* _Task instructions_:
Bring together all lines of the material below that contain the string "rule".

* _Records supplied_:
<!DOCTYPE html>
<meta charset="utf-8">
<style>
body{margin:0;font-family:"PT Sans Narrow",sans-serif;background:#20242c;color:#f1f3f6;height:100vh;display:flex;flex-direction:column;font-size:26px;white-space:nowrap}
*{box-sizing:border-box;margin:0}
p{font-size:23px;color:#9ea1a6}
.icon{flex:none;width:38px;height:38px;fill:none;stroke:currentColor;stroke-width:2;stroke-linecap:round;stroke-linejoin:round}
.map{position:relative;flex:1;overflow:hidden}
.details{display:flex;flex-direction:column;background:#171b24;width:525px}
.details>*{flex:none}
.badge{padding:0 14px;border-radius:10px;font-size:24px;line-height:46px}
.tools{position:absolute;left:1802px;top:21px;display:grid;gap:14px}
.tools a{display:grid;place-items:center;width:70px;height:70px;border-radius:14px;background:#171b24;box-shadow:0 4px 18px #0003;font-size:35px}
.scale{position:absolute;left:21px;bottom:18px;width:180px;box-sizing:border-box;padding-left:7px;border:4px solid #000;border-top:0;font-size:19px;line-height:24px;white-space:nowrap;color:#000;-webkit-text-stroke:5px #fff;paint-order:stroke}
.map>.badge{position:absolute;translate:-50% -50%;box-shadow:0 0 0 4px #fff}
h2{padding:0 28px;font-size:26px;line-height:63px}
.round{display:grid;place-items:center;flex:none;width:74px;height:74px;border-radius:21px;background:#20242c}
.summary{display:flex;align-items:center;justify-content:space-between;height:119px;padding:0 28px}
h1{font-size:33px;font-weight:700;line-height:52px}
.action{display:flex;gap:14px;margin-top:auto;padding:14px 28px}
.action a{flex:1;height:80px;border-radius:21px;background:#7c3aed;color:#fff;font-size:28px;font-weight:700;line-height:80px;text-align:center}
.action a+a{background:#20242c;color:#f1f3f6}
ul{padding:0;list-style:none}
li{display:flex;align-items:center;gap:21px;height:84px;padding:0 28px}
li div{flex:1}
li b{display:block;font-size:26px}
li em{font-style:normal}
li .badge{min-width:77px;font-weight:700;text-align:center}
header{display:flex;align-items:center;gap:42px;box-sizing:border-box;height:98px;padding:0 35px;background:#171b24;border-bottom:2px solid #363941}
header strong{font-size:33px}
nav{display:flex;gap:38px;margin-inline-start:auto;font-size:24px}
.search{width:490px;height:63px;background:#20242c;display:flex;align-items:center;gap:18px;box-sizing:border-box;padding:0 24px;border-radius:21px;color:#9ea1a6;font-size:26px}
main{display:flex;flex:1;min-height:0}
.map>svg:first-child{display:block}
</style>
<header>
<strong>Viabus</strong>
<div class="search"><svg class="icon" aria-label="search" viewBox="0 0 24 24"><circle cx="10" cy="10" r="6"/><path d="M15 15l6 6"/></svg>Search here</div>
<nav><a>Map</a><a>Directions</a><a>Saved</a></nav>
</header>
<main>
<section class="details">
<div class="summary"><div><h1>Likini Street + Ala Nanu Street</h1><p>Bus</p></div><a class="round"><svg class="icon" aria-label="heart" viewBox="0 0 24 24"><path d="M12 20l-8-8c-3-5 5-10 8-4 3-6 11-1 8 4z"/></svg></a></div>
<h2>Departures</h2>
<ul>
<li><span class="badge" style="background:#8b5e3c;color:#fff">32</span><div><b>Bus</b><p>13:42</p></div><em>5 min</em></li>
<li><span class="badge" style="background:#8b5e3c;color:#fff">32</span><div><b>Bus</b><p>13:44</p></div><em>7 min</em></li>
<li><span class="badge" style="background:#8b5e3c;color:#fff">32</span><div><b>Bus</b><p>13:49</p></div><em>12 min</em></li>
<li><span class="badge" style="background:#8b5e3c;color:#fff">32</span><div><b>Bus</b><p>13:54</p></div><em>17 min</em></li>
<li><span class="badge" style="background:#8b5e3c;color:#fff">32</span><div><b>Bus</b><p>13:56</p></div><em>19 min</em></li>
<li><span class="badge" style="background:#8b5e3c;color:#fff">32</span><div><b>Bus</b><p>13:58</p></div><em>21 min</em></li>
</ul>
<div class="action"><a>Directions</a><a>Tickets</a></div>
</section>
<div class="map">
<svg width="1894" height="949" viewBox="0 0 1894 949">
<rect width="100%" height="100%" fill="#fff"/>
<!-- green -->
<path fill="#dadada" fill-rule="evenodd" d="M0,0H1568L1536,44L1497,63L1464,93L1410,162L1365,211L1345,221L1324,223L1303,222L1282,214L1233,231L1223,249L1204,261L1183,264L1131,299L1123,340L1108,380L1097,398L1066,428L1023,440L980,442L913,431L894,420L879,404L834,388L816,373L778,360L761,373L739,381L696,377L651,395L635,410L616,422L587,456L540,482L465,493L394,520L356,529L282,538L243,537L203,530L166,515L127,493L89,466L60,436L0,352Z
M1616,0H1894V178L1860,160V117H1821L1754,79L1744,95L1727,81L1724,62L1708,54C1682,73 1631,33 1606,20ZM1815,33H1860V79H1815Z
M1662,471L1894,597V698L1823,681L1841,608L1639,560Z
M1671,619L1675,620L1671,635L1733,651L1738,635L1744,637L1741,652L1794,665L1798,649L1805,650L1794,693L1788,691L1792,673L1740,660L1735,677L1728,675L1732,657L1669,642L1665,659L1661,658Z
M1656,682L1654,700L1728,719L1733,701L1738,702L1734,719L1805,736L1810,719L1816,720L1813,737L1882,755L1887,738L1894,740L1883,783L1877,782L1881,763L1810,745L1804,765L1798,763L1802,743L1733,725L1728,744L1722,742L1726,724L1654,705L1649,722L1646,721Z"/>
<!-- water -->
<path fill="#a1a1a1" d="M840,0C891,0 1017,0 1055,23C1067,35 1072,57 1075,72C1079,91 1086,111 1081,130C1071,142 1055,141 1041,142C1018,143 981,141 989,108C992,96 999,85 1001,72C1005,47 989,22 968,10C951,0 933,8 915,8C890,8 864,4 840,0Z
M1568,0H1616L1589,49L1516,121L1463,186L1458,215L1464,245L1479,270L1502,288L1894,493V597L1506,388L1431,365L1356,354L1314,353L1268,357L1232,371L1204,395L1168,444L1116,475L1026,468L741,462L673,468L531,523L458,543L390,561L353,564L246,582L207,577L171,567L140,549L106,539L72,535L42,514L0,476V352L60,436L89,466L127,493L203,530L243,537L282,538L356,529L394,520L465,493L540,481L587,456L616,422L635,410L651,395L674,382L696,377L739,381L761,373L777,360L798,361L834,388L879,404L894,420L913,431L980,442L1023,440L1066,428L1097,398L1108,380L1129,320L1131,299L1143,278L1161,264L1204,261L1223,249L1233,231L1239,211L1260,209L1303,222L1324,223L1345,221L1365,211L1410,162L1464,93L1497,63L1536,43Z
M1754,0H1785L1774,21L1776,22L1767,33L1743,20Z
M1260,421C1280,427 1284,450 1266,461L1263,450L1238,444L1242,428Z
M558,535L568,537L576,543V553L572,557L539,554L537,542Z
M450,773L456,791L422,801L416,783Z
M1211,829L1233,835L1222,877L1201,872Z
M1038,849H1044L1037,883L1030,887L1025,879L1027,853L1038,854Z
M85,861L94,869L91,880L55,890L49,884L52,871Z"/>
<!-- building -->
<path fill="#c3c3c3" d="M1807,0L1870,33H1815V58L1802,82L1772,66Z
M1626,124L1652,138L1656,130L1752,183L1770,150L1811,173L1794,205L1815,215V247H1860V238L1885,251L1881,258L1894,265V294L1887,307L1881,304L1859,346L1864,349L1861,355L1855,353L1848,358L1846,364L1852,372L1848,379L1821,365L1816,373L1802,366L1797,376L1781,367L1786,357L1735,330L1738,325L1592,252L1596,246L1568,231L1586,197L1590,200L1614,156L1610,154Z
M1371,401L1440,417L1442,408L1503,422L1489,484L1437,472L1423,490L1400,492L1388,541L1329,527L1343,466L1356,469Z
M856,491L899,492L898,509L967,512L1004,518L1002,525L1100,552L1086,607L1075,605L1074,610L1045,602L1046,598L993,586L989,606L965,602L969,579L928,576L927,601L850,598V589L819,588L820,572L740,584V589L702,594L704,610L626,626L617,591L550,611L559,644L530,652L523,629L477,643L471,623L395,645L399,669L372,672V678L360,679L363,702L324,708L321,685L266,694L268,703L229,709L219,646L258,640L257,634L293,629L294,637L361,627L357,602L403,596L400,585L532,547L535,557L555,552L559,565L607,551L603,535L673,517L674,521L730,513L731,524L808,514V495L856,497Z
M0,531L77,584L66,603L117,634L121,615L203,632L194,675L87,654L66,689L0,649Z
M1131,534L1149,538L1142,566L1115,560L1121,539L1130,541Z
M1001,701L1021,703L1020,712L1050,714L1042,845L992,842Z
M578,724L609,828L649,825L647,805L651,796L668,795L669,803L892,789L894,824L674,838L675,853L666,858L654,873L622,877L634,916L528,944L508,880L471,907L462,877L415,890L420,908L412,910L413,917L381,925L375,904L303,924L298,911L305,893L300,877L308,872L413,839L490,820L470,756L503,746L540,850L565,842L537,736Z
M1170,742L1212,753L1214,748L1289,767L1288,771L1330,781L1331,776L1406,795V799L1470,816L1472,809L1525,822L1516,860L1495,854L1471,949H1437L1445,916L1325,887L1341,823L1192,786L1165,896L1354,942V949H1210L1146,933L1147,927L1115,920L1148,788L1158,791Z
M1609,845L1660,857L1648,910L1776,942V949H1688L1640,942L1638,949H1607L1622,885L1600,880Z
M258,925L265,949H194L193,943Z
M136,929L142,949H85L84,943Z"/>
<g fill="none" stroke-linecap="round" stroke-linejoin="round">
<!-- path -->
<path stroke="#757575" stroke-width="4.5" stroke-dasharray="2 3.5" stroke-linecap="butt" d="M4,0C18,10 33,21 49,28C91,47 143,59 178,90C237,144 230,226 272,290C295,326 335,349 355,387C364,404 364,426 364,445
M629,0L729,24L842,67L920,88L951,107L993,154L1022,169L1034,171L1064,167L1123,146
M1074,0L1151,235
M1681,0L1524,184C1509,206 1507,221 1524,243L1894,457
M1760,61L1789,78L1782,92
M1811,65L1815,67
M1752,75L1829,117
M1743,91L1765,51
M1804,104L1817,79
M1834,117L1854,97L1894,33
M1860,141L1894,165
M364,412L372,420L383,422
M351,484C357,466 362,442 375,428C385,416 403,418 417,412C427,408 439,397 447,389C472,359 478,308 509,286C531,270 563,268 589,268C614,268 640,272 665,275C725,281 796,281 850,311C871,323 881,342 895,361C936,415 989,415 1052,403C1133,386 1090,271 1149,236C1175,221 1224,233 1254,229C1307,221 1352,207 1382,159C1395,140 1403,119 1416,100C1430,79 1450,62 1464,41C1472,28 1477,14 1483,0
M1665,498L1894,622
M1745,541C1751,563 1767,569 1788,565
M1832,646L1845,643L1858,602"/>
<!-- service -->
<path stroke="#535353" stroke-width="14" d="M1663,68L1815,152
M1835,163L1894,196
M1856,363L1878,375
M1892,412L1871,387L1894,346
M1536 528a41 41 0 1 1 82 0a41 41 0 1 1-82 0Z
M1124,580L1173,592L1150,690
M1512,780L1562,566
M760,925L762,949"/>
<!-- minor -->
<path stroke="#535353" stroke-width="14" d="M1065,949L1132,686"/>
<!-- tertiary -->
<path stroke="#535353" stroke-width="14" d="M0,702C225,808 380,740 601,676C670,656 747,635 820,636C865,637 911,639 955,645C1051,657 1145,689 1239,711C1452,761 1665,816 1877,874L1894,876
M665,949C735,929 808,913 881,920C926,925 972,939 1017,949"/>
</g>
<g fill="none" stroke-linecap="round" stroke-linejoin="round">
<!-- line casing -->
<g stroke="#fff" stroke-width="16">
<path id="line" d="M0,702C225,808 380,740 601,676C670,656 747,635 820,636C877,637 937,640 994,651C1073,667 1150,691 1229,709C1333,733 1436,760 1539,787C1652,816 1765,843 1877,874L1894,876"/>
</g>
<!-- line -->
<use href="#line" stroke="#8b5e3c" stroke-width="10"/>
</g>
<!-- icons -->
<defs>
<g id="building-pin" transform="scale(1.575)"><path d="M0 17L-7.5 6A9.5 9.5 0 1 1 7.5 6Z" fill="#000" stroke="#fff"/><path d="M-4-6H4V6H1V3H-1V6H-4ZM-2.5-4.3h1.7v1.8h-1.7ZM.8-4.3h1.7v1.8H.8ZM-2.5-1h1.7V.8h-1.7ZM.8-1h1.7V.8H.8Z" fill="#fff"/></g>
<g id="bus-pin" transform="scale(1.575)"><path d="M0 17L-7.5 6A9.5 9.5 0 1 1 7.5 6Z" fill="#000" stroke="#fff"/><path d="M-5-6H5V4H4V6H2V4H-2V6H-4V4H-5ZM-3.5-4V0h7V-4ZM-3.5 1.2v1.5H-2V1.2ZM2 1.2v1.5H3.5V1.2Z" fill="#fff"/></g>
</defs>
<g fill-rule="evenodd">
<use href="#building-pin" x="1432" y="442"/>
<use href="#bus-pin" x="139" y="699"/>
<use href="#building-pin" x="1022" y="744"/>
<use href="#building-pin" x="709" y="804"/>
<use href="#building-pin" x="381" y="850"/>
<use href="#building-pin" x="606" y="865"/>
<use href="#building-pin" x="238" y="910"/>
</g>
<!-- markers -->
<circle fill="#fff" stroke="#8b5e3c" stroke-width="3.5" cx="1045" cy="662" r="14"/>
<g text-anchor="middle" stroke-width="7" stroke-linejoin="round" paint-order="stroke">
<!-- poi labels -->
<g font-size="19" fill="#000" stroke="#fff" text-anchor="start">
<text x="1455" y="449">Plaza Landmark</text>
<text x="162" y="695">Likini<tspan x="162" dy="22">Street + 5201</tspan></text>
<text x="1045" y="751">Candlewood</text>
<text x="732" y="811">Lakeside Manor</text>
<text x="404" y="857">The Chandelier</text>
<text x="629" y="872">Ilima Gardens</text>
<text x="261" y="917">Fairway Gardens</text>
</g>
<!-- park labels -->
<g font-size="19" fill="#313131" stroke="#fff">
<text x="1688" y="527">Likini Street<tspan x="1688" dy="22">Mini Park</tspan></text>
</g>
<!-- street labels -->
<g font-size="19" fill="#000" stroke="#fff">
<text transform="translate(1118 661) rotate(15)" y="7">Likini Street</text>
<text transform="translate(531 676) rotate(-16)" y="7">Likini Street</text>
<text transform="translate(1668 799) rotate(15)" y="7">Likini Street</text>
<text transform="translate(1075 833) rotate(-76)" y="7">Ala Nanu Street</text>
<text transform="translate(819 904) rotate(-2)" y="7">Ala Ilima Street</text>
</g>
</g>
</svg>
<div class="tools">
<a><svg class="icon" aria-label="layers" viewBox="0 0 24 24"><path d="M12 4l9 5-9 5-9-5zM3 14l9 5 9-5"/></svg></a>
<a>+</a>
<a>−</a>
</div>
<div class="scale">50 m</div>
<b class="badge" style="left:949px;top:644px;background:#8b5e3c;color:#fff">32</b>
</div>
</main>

* _Answer space_:
<path fill="#dadada" fill-rule="evenodd" d="M0,0H1568L1536,44L1497,63L1464,93L1410,162L1365,211L1345,221L1324,223L1303,222L1282,214L1233,231L1223,249L1204,261L1183,264L1131,299L1123,340L1108,380L1097,398L1066,428L1023,440L980,442L913,431L894,420L879,404L834,388L816,373L778,360L761,373L739,381L696,377L651,395L635,410L616,422L587,456L540,482L465,493L394,520L356,529L282,538L243,537L203,530L166,515L127,493L89,466L60,436L0,352Z
<g fill-rule="evenodd">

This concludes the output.